Algunos salimos un par de veces. Una marcha, dos marchas, una plaza, una convocatoria. Los grupos de facebuk en donde nos indignamos a dos manos, etc., las charlas informales en donde no nos da vergüenza decir que no estamos de acuerdo con toda la mierda descripta (¿quién en su sano juicio podría estarlo? Y hay gente que está de acuerdo, conchisumá).
Pero ¿y nosotros?
Nos hemos cansado de criticar a los cacerolos. Por todo lo que ya hemos detallado cientos de veces. Pero hoy no los quiero criticar, hoy quiero rescatar algo de la conducta cacerola: los tipos salieron a la calle y se hicieron sentir (acá me van a venir con la objeción de los medios y de la convocatoria y la exposición en cadena nacional no oficial, pero no ha lugar, una movilización masiva de verdad no se oculta con tanta facilidad). Agarraron o hicieron agarrar la cacerola y salieron a la calle. Nosotros hemos considerado que los motivos por los que salieron son egoistas, incorrectos, mezquinos, etc. Pero el punto es que salieron.
Nosotros no.
Nosotros seguimos sentados en una pasividad espantosa.

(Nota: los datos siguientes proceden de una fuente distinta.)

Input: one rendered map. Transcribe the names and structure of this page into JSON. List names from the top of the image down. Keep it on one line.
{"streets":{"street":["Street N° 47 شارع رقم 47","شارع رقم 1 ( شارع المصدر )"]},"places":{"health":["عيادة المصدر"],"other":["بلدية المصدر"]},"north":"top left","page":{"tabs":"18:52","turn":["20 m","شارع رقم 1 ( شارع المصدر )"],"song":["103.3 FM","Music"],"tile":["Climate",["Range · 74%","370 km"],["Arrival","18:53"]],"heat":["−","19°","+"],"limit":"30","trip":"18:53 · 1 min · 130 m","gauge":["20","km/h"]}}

Más espantosa que la indignación cacerola. Ya sabemos que no podemos contar con los políticos que votamos porque nos traicionaron (el cuentito de la relación de fuerzas, del "así es la política", el PJ sabe lo que hace, etc. no sirve para una mierda, como tampoco sirven para una mierda tipos como Samid o el Chino Navarro que ahora de repente se dan cuenta de que ellos no eran lo que decían), hemos comprobado que la justicia tampoco nos va a defender porque está entongada con Cambiemos (dije Justicia a propósito, porque creo que es la Justicia la que está podrida incluyendo al Poder Judicial). Apenas un puñado de periodistas, artistas y uno que otro político ha levantado la voz diciendo "Che, nos están haciendo mierda". Pero eso no alcanza para nada. 

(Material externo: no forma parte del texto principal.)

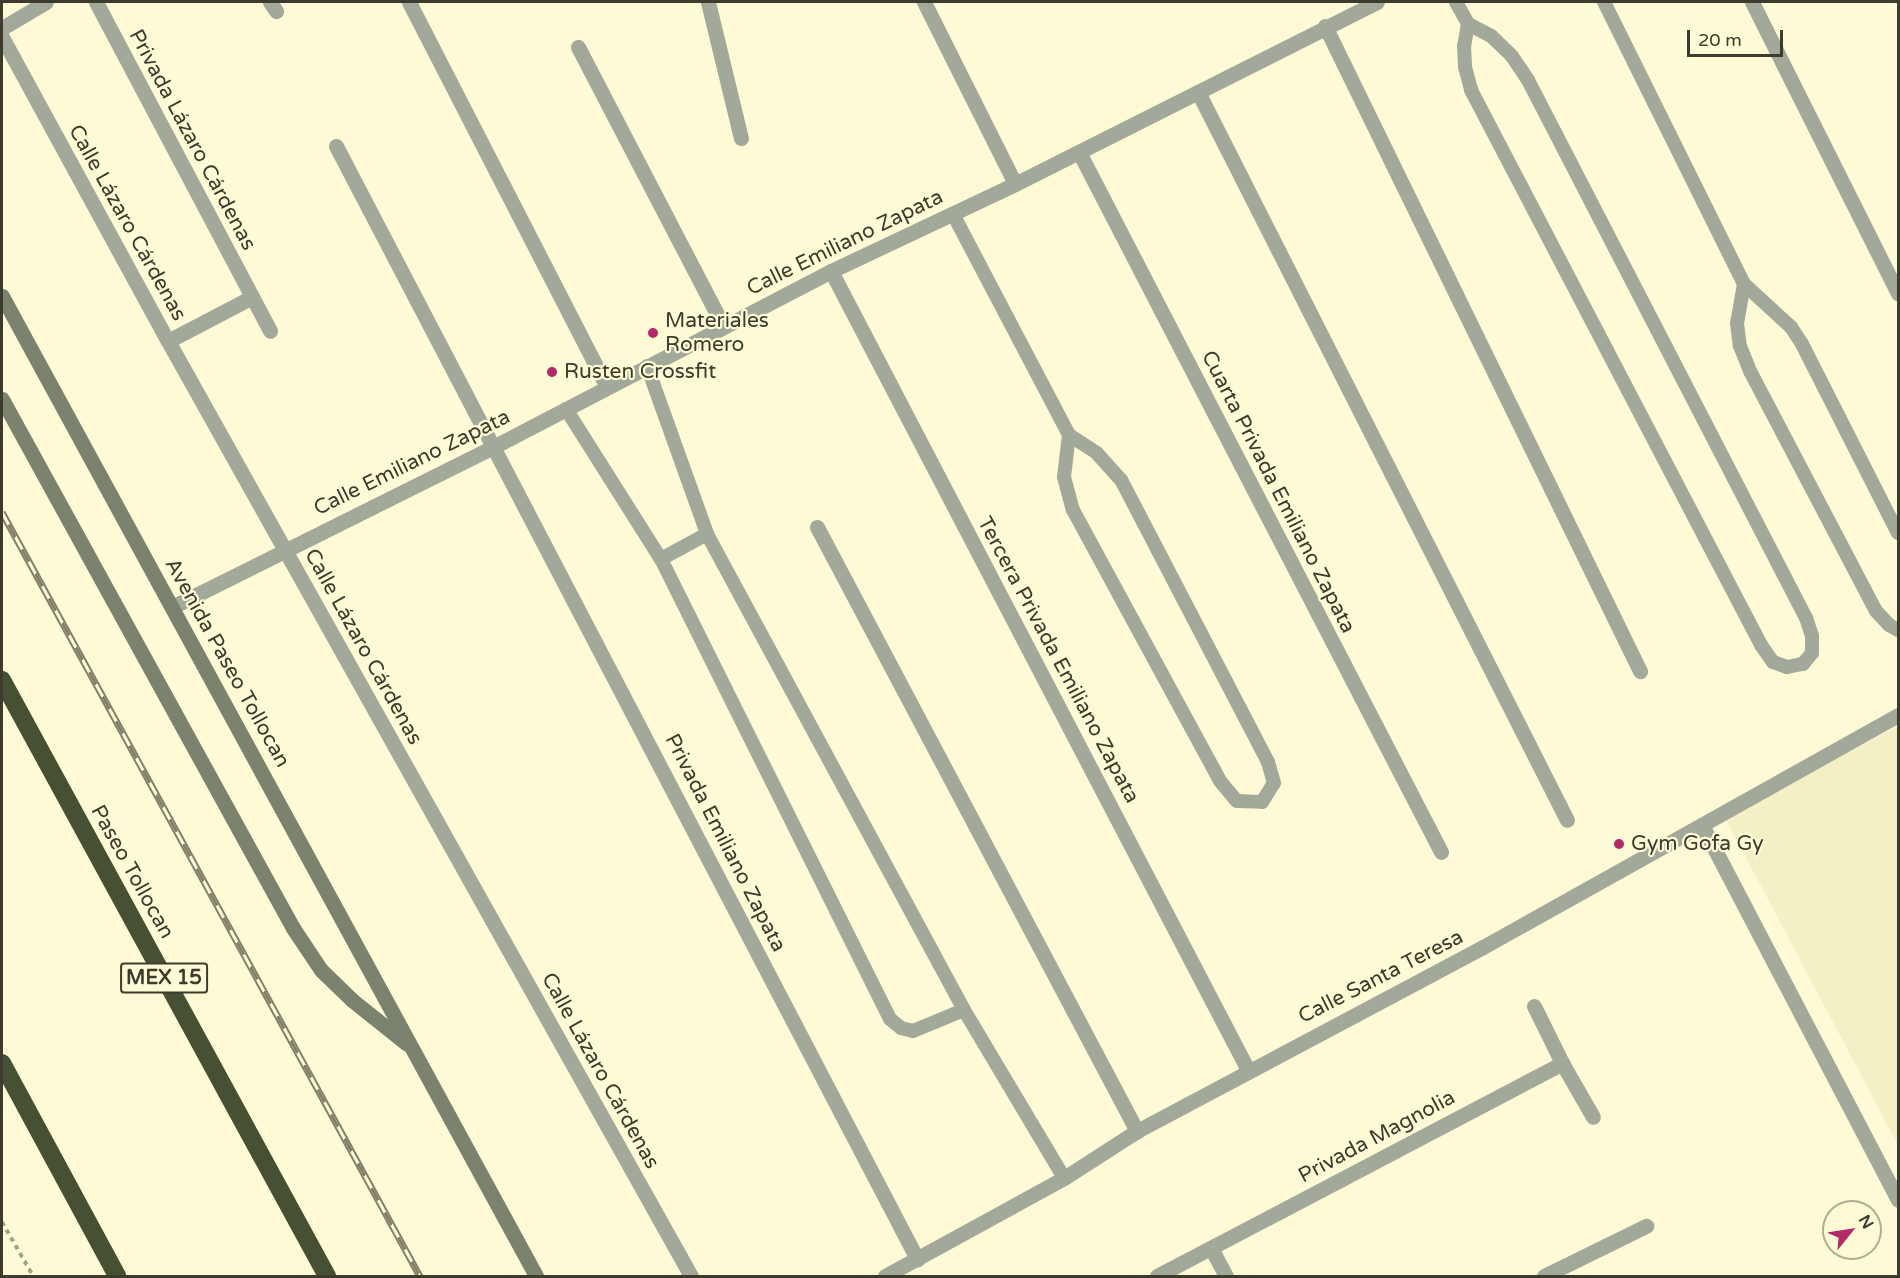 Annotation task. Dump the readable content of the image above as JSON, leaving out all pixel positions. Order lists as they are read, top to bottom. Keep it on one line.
{"streets":{"highway":["Paseo Tollocan","MEX 15"],"main road":["Avenida Paseo Tollocan"],"street":["Privada Lázaro Cárdenas","Calle Lázaro Cárdenas","Calle Emiliano Zapata","Cuarta Privada Emiliano Zapata","Tercera Privada Emiliano Zapata","Privada Emiliano Zapata","Calle Santa Teresa","Privada Magnolia"]},"crossings":[["Calle Lázaro Cárdenas","Calle Emiliano Zapata"],["Calle Emiliano Zapata","Cuarta Privada Emiliano Zapata"],["Calle Emiliano Zapata","Tercera Privada Emiliano Zapata"],["Calle Emiliano Zapata","Avenida Paseo Tollocan"],["Calle Emiliano Zapata","Privada Emiliano Zapata"],["Tercera Privada Emiliano Zapata","Calle Santa Teresa"],["Privada Emiliano Zapata","Calle Santa Teresa"]],"places":["Materiales Romero","Rusten Crossfit","Gym Gofa Gy"],"scale_bar":"20 m","north":"top right"}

Por experiencia sabemos también que este asunto se resuelve en la calle dado que estamos desamparados. No hay otro lugar que la calle. De a muchos, de a todos.
Pero nosotros seguimos sentados en una pasividad espantosa.
Los cacerolos salieron a la calle incluso en contra de su costumbre de tirar la piedra y esconder la mano, con el asco que les da mezclarse con el pavimento, contra el pudor de clase mierda que los guarda en casa a llorar por los rincones.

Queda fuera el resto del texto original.